The first segment of the list MUST be a Prefix/Adjacent/Binding
SID that enables the node to send replicated packet towards the
downstream node. A Tunnel Egress Endpoint sub-TLV MAY be
included but only for informational purpose and not used for
deriving forwarding information. If tree-identifying label(-
stack) is needed, a Tree Label Stack sub-TLV MAY be included,
or the label(-stack) MAY be encoded as the last one or two or
three segments.
- Load-balancing: This is for a downstream node to be reached via
one of the member tunnels listed in a Load-balancing tunnel.
Other tunnel types and sub-TLVs may also be used but not specified
here. This specification is intentionally not stringent to favor
flexibility - as long as the route can be syntactically parsed, no
BGP protocol error will be reported. However, missing/conflicting/
inappropriate sub-TLVs may cause multicast forwarding state not to be
created, and that is a problem for multicast service only. In such
case, appropriate (dampened) logs MUST be generated on the targeted
node, and an negative acknowledgement MUST be sent back to the
controller.
4.3. Receiving Replication State Routes
Each potential tree node MUST be (auto-)configured with an IP Address
Specific Route Target to import Replication State Routes targeted at
itself. The Route Target's Global Administration Field is set to a
local address known to be used by the controller to identify the
node, and the Local Administration Field is set to 0.
When a BGP speaker receives Replication State Route and the attached
Route Target matches its (auto-)configured Route Target to import the
route, it MUST stops re-advertising the route further. Otherwise,
normal BGP route propagation rules apply.
Zhang, et al. Expires 11 January 2024 [Page 21]
Internet-Draft bgp-mcast-controller July 2023
If an imported Replication State Route carries an Extented Community
derived from a Route Target for a local VRF, the route is imported
into that VRF otherwise it is imported into the default routing
instance.
For the same <tree, node>, there may be multiple routes imported,
from the same or different controllers. BGP best route selection
process selects one of them as the active path. Without considering
the RD field, all routes with the same NLRI as the active path MUST
be considered together to create forwarding state on the node for the
tree. Recall that multiple such routes may be advertised when it is
desired to signal a large set of replication branches via multiple
routes.
The forwarding state includes two parts - the "nexthop" part that has
the replication branches and the "route" part (with the key being a
label or (x,g) tuple), just like how a unicast IP route points to a
nexthop in a RIB/FIB.
The error checking is intentionally lenient: as long as the route can
be syntactically parsed, no BGP protocol error will be reported.
However, missing/conflicting/inappropriate sub-TLVs may cause
multicast forwarding state not to be created, and that is a problem
for multicast service only.
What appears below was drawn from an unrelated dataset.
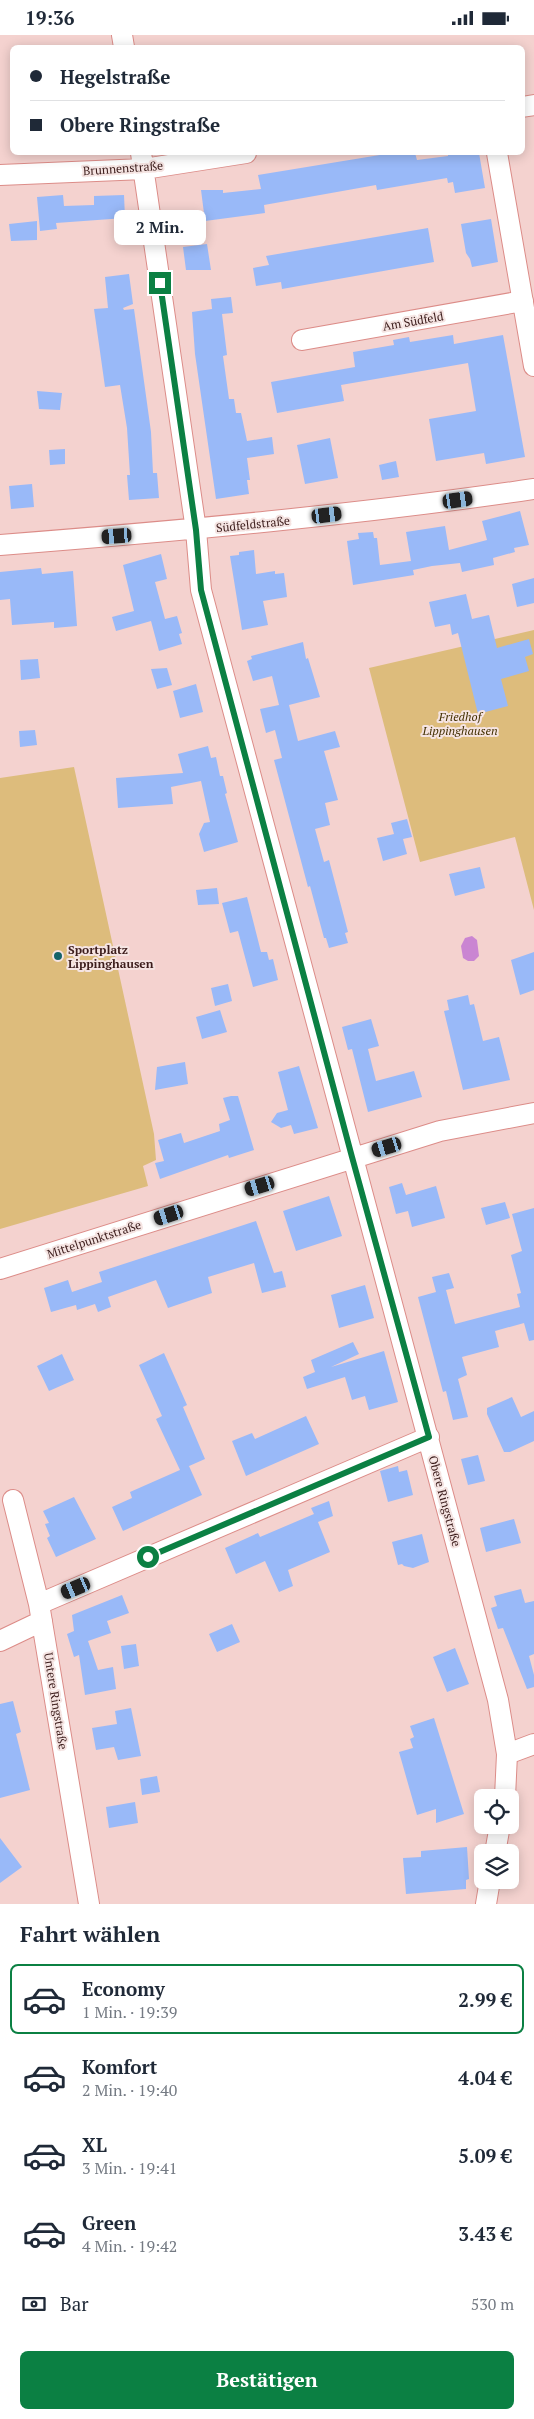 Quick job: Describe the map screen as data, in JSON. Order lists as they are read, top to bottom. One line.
{"streets":{"street":["Brunnenstraße","Am Südfeld","Südfeldstraße","Mittelpunktstraße","Obere Ringstraße","Untere Ringstraße"]},"crossings":[["Brunnenstraße","Obere Ringstraße"],["Südfeldstraße","Obere Ringstraße"],["Mittelpunktstraße","Obere Ringstraße"]],"parks":["Friedhof Lippinghausen"],"places":["Sportplatz Lippinghausen"],"page":{"status":"19:36","banner":["Hegelstraße","Obere Ringstraße"],"bubble":"2 Min.","heading":"Fahrt wählen","list":[{"name":"Economy","note":"1 Min. · 19:39","value":"2.99 €"},{"name":"Komfort","note":"2 Min. · 19:40","value":"4.04 €"},{"name":"XL","note":"3 Min. · 19:41","value":"5.09 €"},{"name":"Green","note":"4 Min. · 19:42","value":"3.43 €"}],"pay":["Bar","530 m"],"buttons":"Bestätigen"}}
In such case, appropriate (dampened)
logs MUST be generated, and an negative acknowledgement MUST be sent
back to the controller (Section 4.3.3).
4.3.1. Compiling Replication Branches
The receiving node goes through the tunnels in the TEAs in all the
relevant routes as described above, and build the nexthop as a
collection of replication branches.
* If a tunnel has a RPF sub-TLV and the tree is unidirectional, it
is skipped.
* If a tunnel is of type Segment List, the replication branch is
constructed from the Segment List sub-TLV and optionally a Tree
Label Stack sub-TLV if that is included. Even for an (x,g) IP
multicast tree, the segment list may be used to identify both the
tunnel to reach the node and/or tree-identifying label(-stack).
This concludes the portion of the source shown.